The key element of this architecture is that it is based on DNSSEC, which is more appropriate to the new world of IPv6. The advantages of this architecture scheme is that it is far more scalable, not another certificate authority hierarchy with massive dispersion of key certificates which has of late become too widespread and unmanageable. With the use of a Public Key File, if the key is compromised; it is a simple matter of the single responsible entity replacing the key pair with a new one and re-performing the data file signing process.

Responsibility for authenticating Open Data is separated from any other certificate authority that might be used by the publishing entity. Under this proposed architecture, the Open Data environment does not interfere with the internal security schemes that might be employed by the entity.
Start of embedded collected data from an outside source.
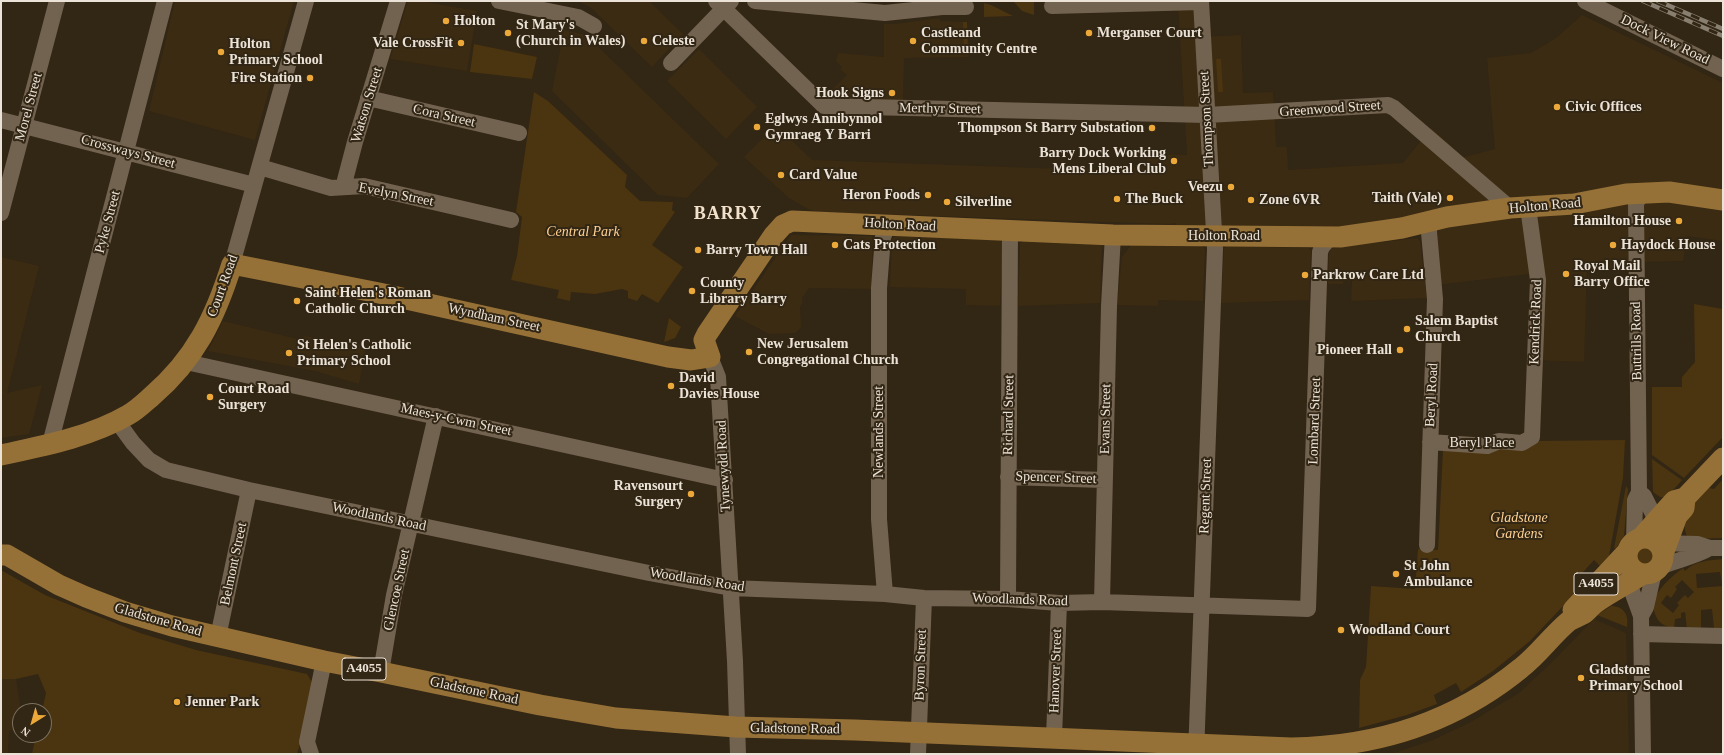 <!DOCTYPE html>
<style>
body{margin:0}
#map{position:relative;width:1724px;height:755px;overflow:hidden;background:#322614;font-family:"Times New Roman",serif}
canvas{display:block}
.frame{position:absolute;inset:0;border:2px solid #ece3d8;pointer-events:none}
.north{position:absolute;left:12px;top:703px;width:40px;height:40px;box-sizing:border-box;background:#322614;border:1px solid #7c7262;border-radius:50%;rotate:217deg;font-size:11px;font-weight:700;line-height:16px;text-align:center;color:#ece3d8}
.north::after{content:'';display:block;margin:auto;width:14px;height:18px;background:#eca93a;clip-path:polygon(50% 0,100% 100%,50% 72%,0 100%)}
</style>
<div id="map">
<canvas width="1724" height="755"></canvas>
<div class="frame"></div>
<div class="north">N</div>
</div>
<script>
const ctx = document.querySelector('canvas').getContext('2d');
ctx.lineJoin = 'round';
function fillPath(path, color) { ctx.fillStyle = color; ctx.fill(path, 'evenodd'); }
function strokePath(path, color, width, dash) { ctx.strokeStyle = color; ctx.lineWidth = width; ctx.lineCap = dash ? 'butt' : 'round'; ctx.setLineDash(dash || []); ctx.stroke(path); }
function drawText(font, color, halo, rows, align = 'center') {
  ctx.font = font + ' "Times New Roman",serif'; ctx.lineWidth = 4; ctx.setLineDash([]); ctx.textBaseline = 'middle'; ctx.strokeStyle = halo; ctx.fillStyle = color; for (const [text, x, y, turn = 0] of rows) {
    ctx.save(); ctx.translate(x, y); ctx.rotate((+turn || 0) * Math.PI / 180); ctx.textAlign = isNaN(turn) ? turn : align; if (halo) ctx.strokeText(text, 0, 0); ctx.fillText(text, 0, 0); ctx.restore();
  }
}
fillPath(new Path2D(`
 M175 1H294L255 140 149 111Z
 M408 1H420L477 11 467 71 390 59Z
 M578 1H649L683 34 652 67 590 7Z
 M1201 2 1203 37 1241 35 1243 93 1273 92 1276 147H1287L1288 170 1403 163 1431 128 1464 157 1495 149 1487 58 1531 53 1556 38 1582 15 1723 83V241L1687 236 1683 261 1625 262 1624 268H1599L1597 262 1587 263 1584 362 1535 360 1538 273 1435 285 1427 222 1177 237 1176 223 1168 224 819 212 808 209 789 198 744 157 776 125 812 160 1065 169 1144 167 1148 164 1147 154 1187 155 1178 3Z
 M940 18V21L967 22 969 57 904 58 903 100 828 98 826 96 847 75 840 69 842 67 836 61 838 53 884 57V24H895Z
 M564 30 586 35 719 164 687 198 658 195 552 91Z
 M699 49 757 107 726 139 667 81Z
 M791 235 871 236 873 238 871 289 809 288 802 298V304L800 307 801 327 796 333 769 334 735 316Z
 M895 236 1000 240 1003 243 1000 305 999 306 966 305V289L890 287 892 239Z
 M1417 238 1420 241 1427 298 1351 301 1352 281H1343V284H1328L1329 252 1333 248Z
 M1024 240 1102 243 1100 303 1018 306 1020 244Z
 M1131 245 1202 246 1205 249 1203 301 1158 300V306L1117 305 1122 257Z
 M1226 246 1309 248 1311 251 1309 300 1221 303 1224 249Z
 M1 257 39 266 7 393 42 385 29 434 1 438Z
 M223 321 302 340 303 336 366 345 359 384 315 371 208 351Z
 M1594 619 1626 633 1629 754H1391L1433 740 1469 723 1519 693 1550 664Z
 M1 679H16L21 711 20 726 9 731 8 754H1Z`), '#3b2b12');
fillPath(new Path2D(`
 M1013 1 1034 2V15L1022 11Z
 M984 3 991 5 1013 16 984 17Z
 M963 22H967L968 53H958L956 50H964Z
 M474 44 537 57 532 79 470 72Z
 M1216 59H1221L1223 92H1218Z
 M534 92 548 101 627 175 625 187 640 201 673 202 672 210 675 212 652 245 683 267 658 303 642 294 637 301 628 298V291L622 289 595 294 571 292 570 301 557 298 559 290 511 280 517 256 522 217 516 212Z
 M1694 304 1723 309V437L1684 478 1652 455V387H1682V377L1695 362Z
 M669 318 681 327 675 338 664 342Z
 M1625 440 1623 478 1609 556 1600 566 1594 560 1577 579 1583 585 1530 641 1493 671 1461 692 1456 683 1434 695 1437 704 1407 715 1359 728 1360 680 1366 667 1371 586 1415 589 1418 549 1438 550 1443 449 1537 441Z
 M1652 459 1682 480 1667 497H1660L1653 492Z
 M1723 479V538L1688 539C1677 512 1691 506 1709 488L1714 489Z
 M1626 486 1628 489 1624 536 1616 548H1614Z
 M1636 557a9 9 0 1 1 18 0a9 9 0 1 1-18 0Z
 M1723 559V628H1714L1712 609 1701 610V629H1687L1685 612 1681 613V618L1675 619 1674 628C1664 626 1659 624 1655 614 1648 595 1670 578 1683 568L1685 571C1694 561 1710 560 1723 559ZM1720 572 1722 586 1697 588 1696 574ZM1682 580 1694 592 1688 598 1685 595 1677 603 1679 605 1673 613 1661 603 1667 595 1671 598 1677 589 1675 587Z
 M1 570 45 595 140 633 196 650 307 674 313 684 302 738 297 754H32L36 735H44V711H42L46 693 38 674 16 679H1Z
 M1611 606C1624 606 1629 615 1627 627L1597 615Z`), '#4b3410');
strokePath(new Path2D(`
 M499 1 578 17 594 26
 M716 1 824 106 1207 115 1388 105 1394 108 1510 208
 M755 1 885 13 942 7H966
 M1585 1 1723 69
 M1052 6 1201 2
 M671 63 731 1
 M368 98 519 133
 M1 120 254 185
 M260 167 331 188 364 186 511 220
 M347 187 345 180 355 142 398 1
 M1 213 57 1
 M232 264 306 1
 M710 357 718 377 735 661 738 754
 M186 362 725 480
 M117 421 133 443 149 460 166 470 249 490 649 573 731 588 885 594 924 598 1008 599 1059 603 1102 602 1308 609 1320 252 1322 247 1331 237
 M1430 442 1487 446 1499 441 1522 443 1532 437 1538 280 1528 207
 M50 444 165 1
 M1008 477 1104 480
 M1639 492 1644 496 1655 518 1654 531
 M1634 542 1635 500 1639 492 1636 203 1643 192
 M1658 543 1698 544 1710 548H1723
 M1427 545 1435 299 1428 221
 M1628 562 1629 583 1641 616 1643 754
 M1660 567C1676 560 1695 557 1710 548
 M885 594 879 519V288L883 237 886 230 892 224
 M1008 599 1010 230
 M1102 602 1109 306 1113 235
 M1641 616 1646 607 1654 572
 M1641 634 1723 636
 M218 637 249 490
 M381 672 394 595 436 416
 M1054 738 1059 603
 M311 754 307 742 324 661
 M918 754 924 598
 M1196 754 1215 249 1201 1`), '#726350', 16);
strokePath(new Path2D(`
 M1 455C43 446 90 437 128 415 137 410 144 403 152 396 195 359 215 318 232 264L379 293 668 357 691 360 710 357 704 340 707 334 774 235 783 225 792 221 1113 235 1340 237 1402 228 1447 217 1510 208 1574 204 1626 194 1669 192 1723 200
 M1627 556a18 18 0 1 1 36 0a18 18 0 1 1-36 0Z
 M1641 538 1674 501 1685 498 1723 458
 M1663 554 1677 516 1684 508 1685 499
 M1 555H7L59 585 86 597 125 612 172 626 324 661 381 672 540 705 616 718 736 727 855 730 1291 748C1376 747 1455 722 1521 668 1539 654 1552 635 1569 621 1573 618 1578 617 1583 614 1587 612 1590 607 1594 604 1609 593 1627 584 1643 574
 M1573 610 1627 552`), '#967137', 21);
const rail = new Path2D(`
 M1643 1 1723 36
 M1658 1 1723 29`);
strokePath(rail, '#897f70', 4.5);
strokePath(rail, '#322614', 3, [9]);
for (const [x, y, r, color] of [
 [446,21,4,"#eca93a"],
 [508,33,4,"#eca93a"],
 [1089,33,4,"#eca93a"],
 [644,41,4,"#eca93a"],
 [913,41,4,"#eca93a"],
 [461,43,4,"#eca93a"],
 [221,52,4,"#eca93a"],
 [310,78,4,"#eca93a"],
 [892,93,4,"#eca93a"],
 [1557,107,4,"#eca93a"],
 [757,127,4,"#eca93a"],
 [1152,128,4,"#eca93a"],
 [1174,161,4,"#eca93a"],
 [781,175,4,"#eca93a"],
 [1231,187,4,"#eca93a"],
 [928,195,4,"#eca93a"],
 [1450,198,4,"#eca93a"],
 [1117,199,4,"#eca93a"],
 [1251,200,4,"#eca93a"],
 [947,202,4,"#eca93a"],
 [1679,221,4,"#eca93a"],
 [835,245,4,"#eca93a"],
 [1613,245,4,"#eca93a"],
 [698,250,4,"#eca93a"],
 [1566,274,4,"#eca93a"],
 [1305,275,4,"#eca93a"],
 [692,291,4,"#eca93a"],
 [297,301,4,"#eca93a"],
 [1407,329,4,"#eca93a"],
 [1400,350,4,"#eca93a"],
 [749,352,4,"#eca93a"],
 [289,353,4,"#eca93a"],
 [671,386,4,"#eca93a"],
 [210,397,4,"#eca93a"],
 [691,494,4,"#eca93a"],
 [1396,574,4,"#eca93a"],
 [1341,630,4,"#eca93a"],
 [1581,678,4,"#eca93a"],
 [177,702,4,"#eca93a"]
]) { const dot = new Path2D(); dot.arc(x, y, r, 0, 2 * Math.PI); ctx.fillStyle = color; ctx.fill(dot); strokePath(dot, '#322614', 1.5); }
for (const [x, y, w] of [
 [1596,584,44],
 [364,669,44]
]) { const box = new Path2D(); box.roundRect(x - w / 2, y - 11, w, 22, 3); ctx.fillStyle = '#322614'; ctx.fill(box); strokePath(box, '#ece3d8', 1); }
drawText('bold 13px', '#ece3d8', null, [
 ["A4055",1596,584],
 ["A4055",364,669]
]);
drawText('bold 14px', '#ece3d8', '#322614', [
 ["Holton",454,21],
 ["St Mary's",516,25],
 ["(Church in Wales)",516,41],
 ["Castleand",921,33],
 ["Community Centre",921,49],
 ["Merganser Court",1097,33],
 ["Celeste",652,41],
 ["Vale CrossFit",453,43,"right"],
 ["Holton",229,44],
 ["Primary School",229,60],
 ["Fire Station",302,78,"right"],
 ["Hook Signs",884,93,"right"],
 ["Civic Offices",1565,107],
 ["Eglwys Annibynnol",765,119],
 ["Gymraeg Y Barri",765,135],
 ["Thompson St Barry Substation",1144,128,"right"],
 ["Barry Dock Working",1166,153,"right"],
 ["Mens Liberal Club",1166,169,"right"],
 ["Card Value",789,175],
 ["Veezu",1223,187,"right"],
 ["Heron Foods",920,195,"right"],
 ["Taith (Vale)",1442,198,"right"],
 ["The Buck",1125,199],
 ["Zone 6VR",1259,200],
 ["Silverline",955,202],
 ["Hamilton House",1671,221,"right"],
 ["Cats Protection",843,245],
 ["Haydock House",1621,245],
 ["Barry Town Hall",706,250],
 ["Royal Mail",1574,266],
 ["Barry Office",1574,282],
 ["Parkrow Care Ltd",1313,275],
 ["County",700,283],
 ["Library Barry",700,299],
 ["Saint Helen's Roman",305,293],
 ["Catholic Church",305,309],
 ["Salem Baptist",1415,321],
 ["Church",1415,337],
 ["New Jerusalem",757,344],
 ["Congregational Church",757,360],
 ["St Helen's Catholic",297,345],
 ["Primary School",297,361],
 ["Pioneer Hall",1392,350,"right"],
 ["David",679,378],
 ["Davies House",679,394],
 ["Court Road",218,389],
 ["Surgery",218,405],
 ["Ravensourt",683,486,"right"],
 ["Surgery",683,502,"right"],
 ["St John",1404,566],
 ["Ambulance",1404,582],
 ["Woodland Court",1349,630],
 ["Gladstone",1589,670],
 ["Primary School",1589,686],
 ["Jenner Park",185,702]
], 'left');
drawText('14px', '#ece3d8', '#322614', [
 ["Dock View Road",1665,40,26],
 ["Watson Street",367,105,-73],
 ["Morel Street",29,107,-75],
 ["Merthyr Street",940,109,1],
 ["Greenwood Street",1330,109,-4],
 ["Cora Street",444,116,13],
 ["Thompson Street",1207,119,-93],
 ["Crossways Street",128,152,15],
 ["Evelyn Street",396,195,11],
 ["Holton Road",1545,206,-5],
 ["Pyke Street",108,222,-75],
 ["Holton Road",900,225,3],
 ["Holton Road",1224,236],
 ["Court Road",223,286,-70],
 ["Wyndham Street",494,318,12],
 ["Kendrick Road",1536,322,-88],
 ["Buttrills Road",1637,341,-91],
 ["Beryl Road",1432,395,-87],
 ["Richard Street",1009,415,-89],
 ["Evans Street",1106,419,-89],
 ["Maes-y-Cwm Street",456,420,12],
 ["Lombard Street",1315,421,-88],
 ["Newlands Street",879,432,-90],
 ["Beryl Place",1482,443],
 ["Tynewydd Road",724,466,-93],
 ["Spencer Street",1056,478,2],
 ["Regent Street",1206,496,-88],
 ["Woodlands Road",379,517,12],
 ["Belmont Street",234,564,-78],
 ["Woodlands Road",697,580,9],
 ["Glencoe Street",397,590,-78],
 ["Woodlands Road",1020,600,2],
 ["Gladstone Road",158,620,16],
 ["Byron Street",921,665,-88],
 ["Hanover Street",1056,671,-88],
 ["Gladstone Road",474,691,12],
 ["Gladstone Road",795,729,1]
]);
drawText('italic 14px', '#fed193', '#322614', [
 ["Central Park",583,232],
 ["Gladstone",1519,518],
 ["Gardens",1519,534]
]);
ctx.letterSpacing = '1px';
drawText('bold 18px', '#f2e2cc', '#322614', [
 ["BARRY",728,214]
]);
ctx.letterSpacing = '0px';
</script>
However, this architecture incorporates, when needed, parameters from the entity, e.g. person who authorized publishing as Open Data, at the time that datasets are created/added.

Future work will include the building of a proof-of-concept system using the architecture in this paper and performing benchmarking against regular systems in conjunction with penetration testing. An interesting philosophical question which may be studied in further papers is: what responsibility does an entity, whether private or public, take on when it makes Open Data available? Further study on the issue of Open Data and governance requirements must be done.